Il piano di implementazione più solido è volutamente privo di fronzoli:

  • Convalidare i criteri di identità: verificare quali gruppi, fattori ed eventi del ciclo di vita di Okta possono concedere o revocare l'accesso wireless.
  • Proteggere la rete del personale: utilizzare l'autenticazione per utente o per dispositivo, quindi applicare la segmentazione basata sui ruoli anziché una singola VLAN generica per il personale.
  • Isolare le eccezioni: fornire a stampanti, scanner, sistemi POS e dispositivi IoT un percorso controllato e specifico per il dispositivo come iPSK, invece di una credenziale condivisa per il personale.
  • Testare l'esperienza di roaming: testare Passpoint o OpenRoaming con i dispositivi supportati, le visite di ritorno, la fiducia nei certificati e la revoca.
  • Misurare il controllo, non solo la velocità di connessione: monitorare la richiesta di reimpostazione della password, l'onboarding non riuscito, l'accesso obsoleto, l'accuratezza della revoca e la qualità dei log di autenticazione.

Un sondaggio del settore nel Regno Unito riportato da Networking Plus ha rilevato che il 47% degli intervistati intende aggiungere OpenRoaming o Passpoint alle proprie reti, insieme al dato di implementazione più ampio dell'81% riportato nello stesso contesto di settore. Il caso commerciale per le sedi è quindi più ampio di un semplice accesso più fluido. Il WiFi collegato all'identità può supportare un migliore controllo del ciclo di vita, prove di conformità più chiare e un coinvolgimento di prima parte più utile, a condizione che i gestori progettino correttamente il consenso, la conservazione e la segmentazione.

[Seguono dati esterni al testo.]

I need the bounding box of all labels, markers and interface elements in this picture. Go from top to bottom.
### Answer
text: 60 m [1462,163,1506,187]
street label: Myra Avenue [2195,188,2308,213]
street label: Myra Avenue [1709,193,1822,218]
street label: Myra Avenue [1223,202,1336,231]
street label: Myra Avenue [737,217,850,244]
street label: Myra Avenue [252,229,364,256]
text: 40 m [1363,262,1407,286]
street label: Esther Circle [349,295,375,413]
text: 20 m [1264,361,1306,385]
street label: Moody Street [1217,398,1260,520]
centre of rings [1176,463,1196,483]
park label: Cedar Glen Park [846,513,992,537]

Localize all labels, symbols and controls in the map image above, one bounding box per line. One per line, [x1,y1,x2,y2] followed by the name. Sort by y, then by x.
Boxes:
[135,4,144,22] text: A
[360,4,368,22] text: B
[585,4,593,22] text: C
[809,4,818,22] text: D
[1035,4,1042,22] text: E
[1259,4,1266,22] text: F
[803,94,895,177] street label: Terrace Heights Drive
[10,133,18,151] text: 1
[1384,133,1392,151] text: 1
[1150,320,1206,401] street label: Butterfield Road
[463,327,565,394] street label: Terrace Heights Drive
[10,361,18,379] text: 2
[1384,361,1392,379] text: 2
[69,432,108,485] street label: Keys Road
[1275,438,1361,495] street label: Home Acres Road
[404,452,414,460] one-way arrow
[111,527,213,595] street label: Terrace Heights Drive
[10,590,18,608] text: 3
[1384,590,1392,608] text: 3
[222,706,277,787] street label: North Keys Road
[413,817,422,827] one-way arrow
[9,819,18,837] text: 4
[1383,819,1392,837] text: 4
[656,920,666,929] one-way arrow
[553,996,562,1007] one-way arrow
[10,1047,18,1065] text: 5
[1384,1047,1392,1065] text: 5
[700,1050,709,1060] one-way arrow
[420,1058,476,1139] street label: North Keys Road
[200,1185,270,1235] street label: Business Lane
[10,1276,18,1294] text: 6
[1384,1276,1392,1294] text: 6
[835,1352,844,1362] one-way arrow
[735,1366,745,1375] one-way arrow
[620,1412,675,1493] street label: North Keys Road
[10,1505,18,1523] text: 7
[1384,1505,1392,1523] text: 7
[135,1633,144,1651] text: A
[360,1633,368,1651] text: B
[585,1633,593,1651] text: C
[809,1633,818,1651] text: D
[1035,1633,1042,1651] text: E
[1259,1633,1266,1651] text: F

La checklist decisionale è semplice. Mantieni Okta come autorità per l'identità. Inserisci un adeguato livello di policy RADIUS o wireless tra Okta e la WLAN dove richiesto da 802.1X. Utilizza i certificati per i dispositivi gestiti, isola i dispositivi legacy e gestisci gli ospiti come un ciclo di vita separato. Quindi convalida i casi di errore prima di estendere la configurazione a tutti i siti.